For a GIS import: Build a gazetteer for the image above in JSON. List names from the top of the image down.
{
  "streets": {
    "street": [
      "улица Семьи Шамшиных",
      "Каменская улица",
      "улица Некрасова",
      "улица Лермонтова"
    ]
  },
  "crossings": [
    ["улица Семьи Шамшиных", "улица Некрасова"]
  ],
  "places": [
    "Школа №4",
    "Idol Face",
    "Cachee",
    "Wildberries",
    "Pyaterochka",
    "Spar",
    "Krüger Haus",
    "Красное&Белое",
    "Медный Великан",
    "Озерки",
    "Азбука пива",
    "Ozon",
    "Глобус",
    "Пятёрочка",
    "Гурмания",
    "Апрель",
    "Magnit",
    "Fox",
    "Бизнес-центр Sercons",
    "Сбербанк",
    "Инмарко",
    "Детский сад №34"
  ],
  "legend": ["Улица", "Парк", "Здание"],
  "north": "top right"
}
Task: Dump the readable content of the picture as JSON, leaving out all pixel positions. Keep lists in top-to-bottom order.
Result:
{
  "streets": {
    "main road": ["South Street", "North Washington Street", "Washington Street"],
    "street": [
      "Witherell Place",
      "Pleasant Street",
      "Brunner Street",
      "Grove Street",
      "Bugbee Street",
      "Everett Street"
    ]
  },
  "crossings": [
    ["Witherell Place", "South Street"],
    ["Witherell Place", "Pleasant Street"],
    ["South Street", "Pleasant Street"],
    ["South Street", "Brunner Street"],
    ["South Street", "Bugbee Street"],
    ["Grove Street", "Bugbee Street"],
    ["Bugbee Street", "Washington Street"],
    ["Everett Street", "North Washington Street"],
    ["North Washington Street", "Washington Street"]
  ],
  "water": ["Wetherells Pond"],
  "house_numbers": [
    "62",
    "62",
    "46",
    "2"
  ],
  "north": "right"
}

────────

Would you output every line of the listing exactly as given?

* **SOLUTION FOR THIS EXERCISE**:
For a GIS import: Build a gazetteer for the image above in JSON. List names from the top of the image down.
{
  "streets": {
    "street": [
      "улица Семьи Шамшиных",
      "Каменская улица",
      "улица Некрасова",
      "улица Лермонтова"
    ]
  },
  "crossings": [
    ["улица Семьи Шамшиных", "улица Некрасова"]
  ],
  "places": [
    "Школа №4",
    "Idol Face",
    "Cachee",
    "Wildberries",
    "Pyaterochka",
    "Spar",
    "Krüger Haus",
    "Красное&Белое",
    "Медный Великан",
    "Озерки",
    "Азбука пива",
    "Ozon",
    "Глобус",
    "Пятёрочка",
    "Гурмания",
    "Апрель",
    "Magnit",
    "Fox",
    "Бизнес-центр Sercons",
    "Сбербанк",
    "Инмарко",
    "Детский сад №34"
  ],
  "legend": ["Улица", "Парк", "Здание"],
  "north": "top right"
}
Task: Dump the readable content of the picture as JSON, leaving out all pixel positions. Keep lists in top-to-bottom order.
Result:
{
  "streets": {
    "main road": ["South Street", "North Washington Street", "Washington Street"],
    "street": [
      "Witherell Place",
      "Pleasant Street",
      "Brunner Street",
      "Grove Street",
      "Bugbee Street",
      "Everett Street"
    ]
  },
  "crossings": [
    ["Witherell Place", "South Street"],
    ["Witherell Place", "Pleasant Street"],
    ["South Street", "Pleasant Street"],
    ["South Street", "Brunner Street"],
    ["South Street", "Bugbee Street"],
    ["Grove Street", "Bugbee Street"],
    ["Bugbee Street", "Washington Street"],
    ["Everett Street", "North Washington Street"],
    ["North Washington Street", "Washington Street"]
  ],
  "water": ["Wetherells Pond"],
  "house_numbers": [
    "62",
    "62",
    "46",
    "2"
  ],
  "north": "right"
}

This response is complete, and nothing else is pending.